= Loose Change (book) =

1977 book by Sara Davidson

First edition

Loose Change (Doubleday: Garden City) is a non-fiction biography from 1977 by the American author Sara Davidson. The book follows the changing fortunes, lives, friendships, attitudes and characters of three women, beginning with their meeting as freshmen at the University of California, Berkeley in the 1960s. Sara (Davidson), Susie, and Tasha experience the radical changes that went through American culture in that era, observing or being involved in student protests, drug use, the Civil Rights Movement, the 1968 Chicago Democratic Convention, communes, free sex, and the popular music of the times. Over the course of the book, they become closer and then diverge in their viewpoints and propinquity.

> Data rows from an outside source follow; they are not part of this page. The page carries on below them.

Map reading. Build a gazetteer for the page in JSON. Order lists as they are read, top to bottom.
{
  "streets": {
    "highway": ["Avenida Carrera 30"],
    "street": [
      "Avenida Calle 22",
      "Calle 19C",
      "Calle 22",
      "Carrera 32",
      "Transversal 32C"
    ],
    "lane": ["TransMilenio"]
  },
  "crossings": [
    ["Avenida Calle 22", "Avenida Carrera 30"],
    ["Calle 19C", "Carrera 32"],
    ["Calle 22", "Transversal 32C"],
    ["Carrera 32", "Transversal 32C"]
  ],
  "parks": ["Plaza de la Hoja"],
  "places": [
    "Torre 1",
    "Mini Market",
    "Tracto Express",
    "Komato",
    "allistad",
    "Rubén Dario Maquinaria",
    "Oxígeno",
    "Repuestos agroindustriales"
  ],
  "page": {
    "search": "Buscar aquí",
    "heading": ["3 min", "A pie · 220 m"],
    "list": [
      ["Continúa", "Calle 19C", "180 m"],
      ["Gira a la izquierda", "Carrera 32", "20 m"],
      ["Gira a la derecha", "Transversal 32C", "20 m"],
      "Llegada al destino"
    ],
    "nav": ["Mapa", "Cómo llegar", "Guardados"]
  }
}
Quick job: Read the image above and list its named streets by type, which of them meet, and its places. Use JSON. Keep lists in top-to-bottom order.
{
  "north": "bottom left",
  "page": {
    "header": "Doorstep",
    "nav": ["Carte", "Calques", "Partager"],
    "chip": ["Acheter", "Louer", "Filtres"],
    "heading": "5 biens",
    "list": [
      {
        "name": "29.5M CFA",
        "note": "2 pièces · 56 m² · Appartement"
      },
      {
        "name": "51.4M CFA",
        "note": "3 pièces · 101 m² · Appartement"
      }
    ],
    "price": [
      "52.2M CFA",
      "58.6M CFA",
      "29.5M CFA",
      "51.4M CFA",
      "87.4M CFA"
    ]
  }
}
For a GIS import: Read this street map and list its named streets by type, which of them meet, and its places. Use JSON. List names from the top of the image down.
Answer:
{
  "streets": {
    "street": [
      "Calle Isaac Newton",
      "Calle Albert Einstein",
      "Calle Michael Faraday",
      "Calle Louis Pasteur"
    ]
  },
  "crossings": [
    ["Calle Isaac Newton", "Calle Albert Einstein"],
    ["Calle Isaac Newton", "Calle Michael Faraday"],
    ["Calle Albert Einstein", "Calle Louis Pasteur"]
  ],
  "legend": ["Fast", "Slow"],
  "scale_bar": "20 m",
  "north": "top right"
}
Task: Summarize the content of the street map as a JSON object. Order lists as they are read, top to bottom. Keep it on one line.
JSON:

==Television miniseries and NBC technical error==
A three-part NBC television miniseries, also called Loose Change, was televised February 26 to 28, 1978. Season Hubley and Cristina Raines starred.

When the miniseries was originally televised, NBC broadcast the third part accidentally on February 27 to its East Coast affiliates due to technical difficulties; after 16 minutes of the third part being played, the error was discovered and the network aired the second part, in its entirety. (In the next scheduled episode of Saturday Night Live on March 11, John Belushi referred to the foul-up during the opening monologue.) In a separate incident, NBC affiliate KUTV in Salt Lake City, Utah, censored part of the first part of the miniseries by removing three minutes. This caused issues in Boise, Idaho, because at the time all NBC programming to Idaho and Montana was routed through Salt Lake City; the general manager of KTVB was irked that KUTV was able to dictate what was or was not seen on his station.

The miniseries was re-edited and cut down to four hours (from the original six) and re-broadcast as Those Restless Years July 8 and 15, 1979.